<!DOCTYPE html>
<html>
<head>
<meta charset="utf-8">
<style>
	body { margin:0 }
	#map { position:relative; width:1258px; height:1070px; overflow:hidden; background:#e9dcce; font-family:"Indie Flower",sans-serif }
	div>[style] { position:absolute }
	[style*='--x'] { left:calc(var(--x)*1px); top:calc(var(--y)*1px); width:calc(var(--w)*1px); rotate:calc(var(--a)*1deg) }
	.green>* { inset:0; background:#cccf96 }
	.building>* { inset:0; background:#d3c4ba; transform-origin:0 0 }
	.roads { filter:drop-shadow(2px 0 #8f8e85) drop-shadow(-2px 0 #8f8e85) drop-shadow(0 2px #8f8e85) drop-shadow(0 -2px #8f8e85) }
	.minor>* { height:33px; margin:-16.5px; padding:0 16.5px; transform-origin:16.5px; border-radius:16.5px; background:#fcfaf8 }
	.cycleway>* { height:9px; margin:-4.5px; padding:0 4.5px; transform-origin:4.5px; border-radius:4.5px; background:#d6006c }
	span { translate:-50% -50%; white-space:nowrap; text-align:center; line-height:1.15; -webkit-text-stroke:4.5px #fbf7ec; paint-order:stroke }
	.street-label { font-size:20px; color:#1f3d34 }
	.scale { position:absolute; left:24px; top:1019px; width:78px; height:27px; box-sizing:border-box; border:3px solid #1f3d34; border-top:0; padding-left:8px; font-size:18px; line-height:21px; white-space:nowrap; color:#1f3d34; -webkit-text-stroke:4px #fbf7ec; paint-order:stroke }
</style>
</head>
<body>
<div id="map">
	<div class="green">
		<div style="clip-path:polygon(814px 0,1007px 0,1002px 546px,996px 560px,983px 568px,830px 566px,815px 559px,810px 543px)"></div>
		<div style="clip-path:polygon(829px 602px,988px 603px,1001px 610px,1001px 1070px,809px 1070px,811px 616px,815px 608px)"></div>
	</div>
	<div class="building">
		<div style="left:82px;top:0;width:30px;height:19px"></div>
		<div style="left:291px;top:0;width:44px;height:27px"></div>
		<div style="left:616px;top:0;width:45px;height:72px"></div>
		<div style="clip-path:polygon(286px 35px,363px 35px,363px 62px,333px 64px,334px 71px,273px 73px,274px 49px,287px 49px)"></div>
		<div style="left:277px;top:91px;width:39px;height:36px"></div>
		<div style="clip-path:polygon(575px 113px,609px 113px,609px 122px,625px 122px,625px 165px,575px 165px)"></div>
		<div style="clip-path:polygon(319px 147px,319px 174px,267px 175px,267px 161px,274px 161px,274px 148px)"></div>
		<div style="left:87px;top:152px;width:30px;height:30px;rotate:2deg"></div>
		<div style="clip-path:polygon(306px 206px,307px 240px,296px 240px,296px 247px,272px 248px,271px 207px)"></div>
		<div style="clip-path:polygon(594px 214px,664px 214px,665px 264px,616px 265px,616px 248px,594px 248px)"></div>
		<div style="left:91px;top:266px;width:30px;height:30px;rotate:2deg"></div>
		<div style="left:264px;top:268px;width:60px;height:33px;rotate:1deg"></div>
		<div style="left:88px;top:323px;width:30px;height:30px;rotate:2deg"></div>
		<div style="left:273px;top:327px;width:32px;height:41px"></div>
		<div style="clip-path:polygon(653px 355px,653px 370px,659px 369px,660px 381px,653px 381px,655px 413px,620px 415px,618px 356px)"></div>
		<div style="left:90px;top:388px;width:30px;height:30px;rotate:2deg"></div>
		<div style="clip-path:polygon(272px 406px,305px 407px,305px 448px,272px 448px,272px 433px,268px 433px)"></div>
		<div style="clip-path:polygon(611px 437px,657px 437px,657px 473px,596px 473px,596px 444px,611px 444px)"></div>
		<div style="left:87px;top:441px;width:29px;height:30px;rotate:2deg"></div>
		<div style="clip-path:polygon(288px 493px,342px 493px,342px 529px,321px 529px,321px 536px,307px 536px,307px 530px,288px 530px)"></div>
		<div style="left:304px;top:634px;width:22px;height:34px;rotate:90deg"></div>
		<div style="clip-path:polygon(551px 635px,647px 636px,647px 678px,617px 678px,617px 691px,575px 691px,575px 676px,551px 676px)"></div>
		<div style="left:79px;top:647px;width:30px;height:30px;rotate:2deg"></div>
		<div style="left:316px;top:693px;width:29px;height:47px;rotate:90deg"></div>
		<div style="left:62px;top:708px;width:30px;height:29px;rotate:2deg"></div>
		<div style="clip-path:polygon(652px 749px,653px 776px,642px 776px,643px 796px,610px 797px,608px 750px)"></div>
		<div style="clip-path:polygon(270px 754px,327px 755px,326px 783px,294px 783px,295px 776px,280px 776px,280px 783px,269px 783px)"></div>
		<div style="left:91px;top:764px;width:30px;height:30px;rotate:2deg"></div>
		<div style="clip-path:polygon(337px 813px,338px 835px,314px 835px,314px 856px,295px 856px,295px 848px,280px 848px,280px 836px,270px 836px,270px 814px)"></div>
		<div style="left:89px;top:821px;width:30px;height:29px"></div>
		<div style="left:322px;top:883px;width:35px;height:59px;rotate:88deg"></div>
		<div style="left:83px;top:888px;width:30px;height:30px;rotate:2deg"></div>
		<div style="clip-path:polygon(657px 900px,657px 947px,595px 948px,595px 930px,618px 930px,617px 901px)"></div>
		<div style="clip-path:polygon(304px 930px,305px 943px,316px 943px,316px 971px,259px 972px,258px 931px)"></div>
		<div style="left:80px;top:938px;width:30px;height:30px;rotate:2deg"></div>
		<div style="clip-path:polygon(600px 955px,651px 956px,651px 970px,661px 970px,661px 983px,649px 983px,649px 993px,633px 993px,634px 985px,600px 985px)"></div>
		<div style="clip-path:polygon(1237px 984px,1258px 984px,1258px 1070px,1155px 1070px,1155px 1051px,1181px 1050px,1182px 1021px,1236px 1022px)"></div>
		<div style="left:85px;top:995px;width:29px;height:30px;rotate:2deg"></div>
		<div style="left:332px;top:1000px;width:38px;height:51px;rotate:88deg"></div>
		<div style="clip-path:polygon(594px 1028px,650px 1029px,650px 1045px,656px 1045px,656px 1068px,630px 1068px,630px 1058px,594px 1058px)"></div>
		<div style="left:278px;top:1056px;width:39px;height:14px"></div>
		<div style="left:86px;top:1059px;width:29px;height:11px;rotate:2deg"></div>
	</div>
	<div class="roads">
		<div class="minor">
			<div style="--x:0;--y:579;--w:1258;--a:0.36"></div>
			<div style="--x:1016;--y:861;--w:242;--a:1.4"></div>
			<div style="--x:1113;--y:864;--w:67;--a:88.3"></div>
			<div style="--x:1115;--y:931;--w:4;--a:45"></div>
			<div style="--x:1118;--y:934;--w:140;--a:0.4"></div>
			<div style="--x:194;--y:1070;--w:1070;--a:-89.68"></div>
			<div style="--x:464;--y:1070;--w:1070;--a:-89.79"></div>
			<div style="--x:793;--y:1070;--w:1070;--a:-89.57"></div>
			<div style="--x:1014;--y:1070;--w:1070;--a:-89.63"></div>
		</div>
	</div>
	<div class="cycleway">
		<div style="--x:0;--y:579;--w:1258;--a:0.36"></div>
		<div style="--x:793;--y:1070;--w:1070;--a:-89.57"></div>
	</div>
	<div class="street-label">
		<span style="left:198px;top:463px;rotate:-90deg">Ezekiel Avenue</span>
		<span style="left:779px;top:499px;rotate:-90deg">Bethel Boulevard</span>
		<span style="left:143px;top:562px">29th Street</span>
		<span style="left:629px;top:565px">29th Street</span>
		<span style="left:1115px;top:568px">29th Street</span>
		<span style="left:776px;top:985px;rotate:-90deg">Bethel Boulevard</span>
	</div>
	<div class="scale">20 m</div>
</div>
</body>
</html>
+ + + +
**DIRECTIONS FOR THIS TASK:** What you give back must be the stretch above, starting at the line with "inset:0; background:#d3c4ba; transform-origin:0" and ending at the line with "translate:-50% -50%; white-space:nowrap;", copied exactly.

**WRITTEN ANSWER:**
	.building>* { inset:0; background:#d3c4ba; transform-origin:0 0 }
	.roads { filter:drop-shadow(2px 0 #8f8e85) drop-shadow(-2px 0 #8f8e85) drop-shadow(0 2px #8f8e85) drop-shadow(0 -2px #8f8e85) }
	.minor>* { height:33px; margin:-16.5px; padding:0 16.5px; transform-origin:16.5px; border-radius:16.5px; background:#fcfaf8 }
	.cycleway>* { height:9px; margin:-4.5px; padding:0 4.5px; transform-origin:4.5px; border-radius:4.5px; background:#d6006c }
	span { translate:-50% -50%; white-space:nowrap; text-align:center; line-height:1.15; -webkit-text-stroke:4.5px #fbf7ec; paint-order:stroke }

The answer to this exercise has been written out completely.